Tuesday, 12 April 2016

Tory Boy

Most of us probably did things in our youth which we would rather not talk about now. Depending on our age perhaps we plastered our bedroom walls with pictures of Margaret Williams, Poly Styrene or Kylie, joined a train spotters' club, pretended to like prog rock or bought S Club 7 records. Cneifiwr owned a pair of bright yellow and extremely tight trousers which he wore proudly to a Young Farmers' welly disco where he contracted glandular fever after a cider-fuelled snog.

There was even a time when young people liked to join the Young Conservatives. Hard to believe it now, but the Young Conservatives were hip and cool in the fifties, a sort of tweed jacket and pearls equivalent of today's dating websites, their hormones driven to a frenzy as they listened to Harold Macmillan on the Home Service.

After that high point, the Young Conservatives embarked on a long and terminal decline. When Cneifiwr was a student in the late seventies they liked to submit motions in the student union calling for Nelson Mandela and/or members of the IRA to be hanged. On another occasion they wanted a portrait of Margaret Thatcher hung in the bar, and then they tried to spend union funds on a bouquet to be delivered to Mrs T on her birthday.


To their delight Maggie entered 10 Downing Street in 1979, and eventually faced down the "wets". The same battle took rather longer in the Young Conservatives, but the "dry" Thatcherite hawks finally succeeded in taking control of what was left of the organisation in 1989.

By then, joining the Young Conservatives had become just about the most uncool thing anyone under 25 could do, and Tory Boy, Alan B'stard and Young Tory of the Year cruelly mocked those who did.

In Wales, the decline of the Tories and their youth wing, with its strange hanging and Thatcher fetishes, was even more drastic. The 1984/85 miners' strike and its grim aftermath saw to that, and in the final years of Tory rule under John Major, it is hard to imagine that there were any Welsh teenagers plastering their bedroom walls with posters of Norman Lamont, Edwina Curry or John Redwood.

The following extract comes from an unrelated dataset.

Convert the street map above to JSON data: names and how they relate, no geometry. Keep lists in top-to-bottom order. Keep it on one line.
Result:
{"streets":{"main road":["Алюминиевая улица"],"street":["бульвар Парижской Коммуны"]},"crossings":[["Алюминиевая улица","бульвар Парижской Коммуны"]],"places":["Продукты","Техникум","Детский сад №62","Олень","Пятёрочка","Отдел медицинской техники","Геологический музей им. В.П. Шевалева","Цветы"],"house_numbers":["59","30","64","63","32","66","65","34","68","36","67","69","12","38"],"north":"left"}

But hormones can do some very strange things to teenage boys.

In 1997 the Welsh Tories went down all hands on deck. William Hague, that prototypical Tory Boy, shut down the Young Conservatives.

But it is claimed that there was one small corner of Cymru fach where the blue flame flickered defiantly against the gathering gloom before finally being extinguished. And of all places, dear reader, that was in Ammanford where, according to former school friends, Lee Waters enthusiastically embraced the Conservative and Unionist cause in a town reeling from the effects of Thatcherism.

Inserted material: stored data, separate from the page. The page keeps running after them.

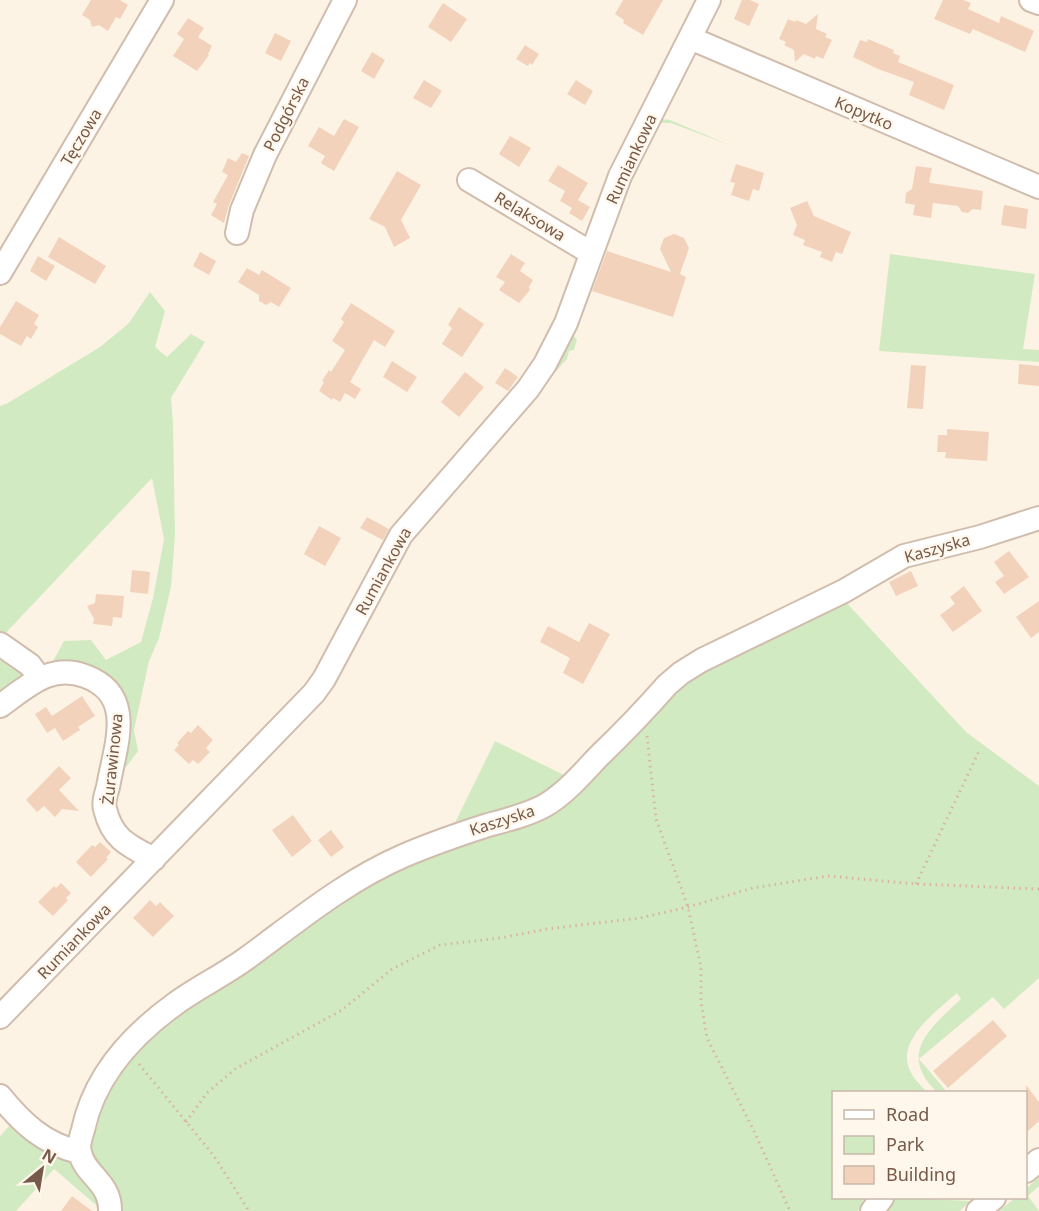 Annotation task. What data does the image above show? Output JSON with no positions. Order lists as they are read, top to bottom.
{
  "streets": {
    "street": [
      "Kopytko",
      "Podgórska",
      "Tęczowa",
      "Rumiankowa",
      "Relaksowa",
      "Kaszyska",
      "Żurawinowa"
    ]
  },
  "crossings": [
    ["Kopytko", "Rumiankowa"],
    ["Rumiankowa", "Relaksowa"],
    ["Rumiankowa", "Żurawinowa"]
  ],
  "legend": ["Road", "Park", "Building"],
  "north": "top right"
}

Cruelly those adolescent dreams of a blue future were dashed by the 1997 election. Lee completed his education, became a journalist and rose to become director of the Institute of Welsh Affairs, before setting his sights on a seat in the Senedd where he hopes to represent Labour for Llanelli.

Alan B'stard, it will be remembered, responded to the same events by joining the Blair revolution.


Image result for lee waters iwa
Brother Crabb and Brother Waters




4 comments:

Anonymous said...

Are you sure it wasn't brucellosis - same symptoms as glandular fever.

Cneifiwr said...

Who knows, but I remember the doctor having a good poke around upstairs and downstairs.

WelshnotBritish said...

As soon as I saw the post title I just knew it would be something to do with him.

Would be good if we could find some pictures.

Jac o' the North, said...

I am appalled . . . that I didn't get this story.